[[ Supplied records, beginning ]]
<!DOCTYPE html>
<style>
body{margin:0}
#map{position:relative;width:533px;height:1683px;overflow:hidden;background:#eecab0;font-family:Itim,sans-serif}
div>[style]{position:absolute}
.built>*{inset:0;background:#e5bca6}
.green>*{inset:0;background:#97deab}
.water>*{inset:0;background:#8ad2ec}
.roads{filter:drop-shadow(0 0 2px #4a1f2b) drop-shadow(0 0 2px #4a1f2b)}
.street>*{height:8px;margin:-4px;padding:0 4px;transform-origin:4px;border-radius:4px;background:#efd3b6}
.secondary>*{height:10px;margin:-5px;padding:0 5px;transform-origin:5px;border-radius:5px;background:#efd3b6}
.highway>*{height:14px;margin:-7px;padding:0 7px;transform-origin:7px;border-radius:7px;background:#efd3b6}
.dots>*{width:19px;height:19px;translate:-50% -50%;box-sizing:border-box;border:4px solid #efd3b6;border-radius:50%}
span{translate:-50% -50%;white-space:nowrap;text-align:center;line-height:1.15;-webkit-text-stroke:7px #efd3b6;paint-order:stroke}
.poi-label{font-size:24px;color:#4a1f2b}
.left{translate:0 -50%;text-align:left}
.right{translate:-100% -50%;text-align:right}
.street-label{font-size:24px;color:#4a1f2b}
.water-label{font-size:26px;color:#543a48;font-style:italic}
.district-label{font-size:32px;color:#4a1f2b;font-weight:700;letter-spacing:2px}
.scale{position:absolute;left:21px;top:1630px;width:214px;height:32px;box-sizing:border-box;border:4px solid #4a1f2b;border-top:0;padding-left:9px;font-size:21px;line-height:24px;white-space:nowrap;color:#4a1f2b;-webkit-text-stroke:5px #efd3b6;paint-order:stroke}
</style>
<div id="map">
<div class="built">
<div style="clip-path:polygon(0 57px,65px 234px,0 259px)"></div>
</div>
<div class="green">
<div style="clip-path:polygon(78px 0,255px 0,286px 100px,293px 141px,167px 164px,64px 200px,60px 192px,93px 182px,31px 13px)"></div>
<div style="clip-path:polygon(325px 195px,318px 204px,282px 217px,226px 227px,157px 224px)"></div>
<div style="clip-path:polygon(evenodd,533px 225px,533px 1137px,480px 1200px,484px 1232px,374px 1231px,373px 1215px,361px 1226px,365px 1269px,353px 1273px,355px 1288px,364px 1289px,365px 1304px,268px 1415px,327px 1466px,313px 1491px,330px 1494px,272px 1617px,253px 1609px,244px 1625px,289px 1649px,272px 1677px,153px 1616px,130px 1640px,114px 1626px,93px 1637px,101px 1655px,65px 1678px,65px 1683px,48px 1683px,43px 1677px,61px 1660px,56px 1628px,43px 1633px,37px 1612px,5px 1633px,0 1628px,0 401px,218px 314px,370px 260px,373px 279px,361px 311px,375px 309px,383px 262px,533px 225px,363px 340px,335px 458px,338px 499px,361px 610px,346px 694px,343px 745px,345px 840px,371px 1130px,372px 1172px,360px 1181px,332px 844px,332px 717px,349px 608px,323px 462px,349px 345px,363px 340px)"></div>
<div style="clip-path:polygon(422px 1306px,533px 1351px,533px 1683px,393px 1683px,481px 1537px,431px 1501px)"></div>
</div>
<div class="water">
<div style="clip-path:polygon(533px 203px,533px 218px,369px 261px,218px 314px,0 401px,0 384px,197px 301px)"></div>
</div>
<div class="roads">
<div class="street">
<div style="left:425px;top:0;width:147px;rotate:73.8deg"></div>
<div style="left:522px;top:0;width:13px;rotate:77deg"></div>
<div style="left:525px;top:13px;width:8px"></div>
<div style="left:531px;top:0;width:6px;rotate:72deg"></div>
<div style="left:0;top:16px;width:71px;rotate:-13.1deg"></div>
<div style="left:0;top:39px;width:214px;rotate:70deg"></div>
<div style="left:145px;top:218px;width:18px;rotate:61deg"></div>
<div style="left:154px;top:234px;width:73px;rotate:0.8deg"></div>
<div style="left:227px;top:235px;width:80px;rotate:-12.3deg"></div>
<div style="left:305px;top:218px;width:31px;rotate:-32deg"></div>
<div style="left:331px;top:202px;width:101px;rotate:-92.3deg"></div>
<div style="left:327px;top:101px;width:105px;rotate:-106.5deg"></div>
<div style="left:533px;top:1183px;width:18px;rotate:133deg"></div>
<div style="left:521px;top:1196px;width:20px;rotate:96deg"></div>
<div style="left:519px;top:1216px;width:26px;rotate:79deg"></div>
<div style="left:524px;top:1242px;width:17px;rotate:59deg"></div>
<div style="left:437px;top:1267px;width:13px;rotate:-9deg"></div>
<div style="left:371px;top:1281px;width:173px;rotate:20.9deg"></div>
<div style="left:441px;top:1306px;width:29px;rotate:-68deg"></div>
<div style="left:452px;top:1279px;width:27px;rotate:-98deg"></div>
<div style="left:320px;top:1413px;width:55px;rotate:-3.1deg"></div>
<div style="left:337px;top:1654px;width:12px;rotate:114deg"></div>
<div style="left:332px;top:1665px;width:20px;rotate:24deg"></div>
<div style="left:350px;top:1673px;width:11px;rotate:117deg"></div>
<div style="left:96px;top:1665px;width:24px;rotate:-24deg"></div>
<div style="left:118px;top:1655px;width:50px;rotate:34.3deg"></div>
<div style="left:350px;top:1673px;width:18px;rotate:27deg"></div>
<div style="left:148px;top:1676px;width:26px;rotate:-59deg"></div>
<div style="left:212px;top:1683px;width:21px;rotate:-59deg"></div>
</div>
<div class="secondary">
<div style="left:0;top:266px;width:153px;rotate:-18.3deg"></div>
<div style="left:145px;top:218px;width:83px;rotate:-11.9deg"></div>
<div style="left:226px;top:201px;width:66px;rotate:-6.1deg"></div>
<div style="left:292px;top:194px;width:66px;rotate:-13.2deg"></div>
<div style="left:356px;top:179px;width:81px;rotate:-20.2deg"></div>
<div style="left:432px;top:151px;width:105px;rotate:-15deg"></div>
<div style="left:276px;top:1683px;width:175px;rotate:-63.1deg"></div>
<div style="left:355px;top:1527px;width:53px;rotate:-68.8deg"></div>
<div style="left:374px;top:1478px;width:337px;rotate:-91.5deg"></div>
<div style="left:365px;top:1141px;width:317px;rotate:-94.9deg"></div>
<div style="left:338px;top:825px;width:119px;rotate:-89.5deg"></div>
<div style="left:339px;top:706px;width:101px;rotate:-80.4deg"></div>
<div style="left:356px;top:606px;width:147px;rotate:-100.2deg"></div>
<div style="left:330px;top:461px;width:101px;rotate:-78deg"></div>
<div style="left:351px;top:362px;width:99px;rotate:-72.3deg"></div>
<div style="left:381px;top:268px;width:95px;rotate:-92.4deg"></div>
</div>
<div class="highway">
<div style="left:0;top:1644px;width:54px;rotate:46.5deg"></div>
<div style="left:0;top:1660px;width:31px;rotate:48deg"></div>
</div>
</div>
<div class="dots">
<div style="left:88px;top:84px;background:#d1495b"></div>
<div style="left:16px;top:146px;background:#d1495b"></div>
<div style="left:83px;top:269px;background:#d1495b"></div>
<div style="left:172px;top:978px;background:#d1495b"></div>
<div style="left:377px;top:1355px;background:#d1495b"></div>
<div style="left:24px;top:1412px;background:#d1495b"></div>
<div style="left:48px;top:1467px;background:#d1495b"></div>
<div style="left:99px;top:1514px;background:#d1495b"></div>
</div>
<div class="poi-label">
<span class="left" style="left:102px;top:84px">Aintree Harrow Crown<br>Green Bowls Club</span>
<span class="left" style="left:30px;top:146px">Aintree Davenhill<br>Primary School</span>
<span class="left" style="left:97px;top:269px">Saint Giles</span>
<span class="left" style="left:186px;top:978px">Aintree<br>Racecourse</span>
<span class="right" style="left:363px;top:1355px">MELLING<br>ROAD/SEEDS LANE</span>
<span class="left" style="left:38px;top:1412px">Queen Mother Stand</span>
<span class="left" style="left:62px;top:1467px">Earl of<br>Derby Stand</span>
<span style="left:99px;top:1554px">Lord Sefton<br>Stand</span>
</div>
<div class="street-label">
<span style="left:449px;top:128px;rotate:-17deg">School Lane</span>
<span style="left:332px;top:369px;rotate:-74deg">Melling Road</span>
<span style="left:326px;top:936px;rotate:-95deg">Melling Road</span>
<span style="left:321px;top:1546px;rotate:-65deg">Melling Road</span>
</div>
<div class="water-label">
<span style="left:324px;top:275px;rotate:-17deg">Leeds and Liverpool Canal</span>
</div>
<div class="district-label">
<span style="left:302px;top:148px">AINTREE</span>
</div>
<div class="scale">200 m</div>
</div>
[[ Supplied records, end ]]
▶ [What needs to be done] Go through the data, and copy each line in which the word "scale" appears.

▶ [Output of the exercise]
.scale{position:absolute;left:21px;top:1630px;width:214px;height:32px;box-sizing:border-box;border:4px solid #4a1f2b;border-top:0;padding-left:9px;font-size:21px;line-height:24px;white-space:nowrap;color:#4a1f2b;-webkit-text-stroke:5px #efd3b6;paint-order:stroke}
<div class="scale">200 m</div>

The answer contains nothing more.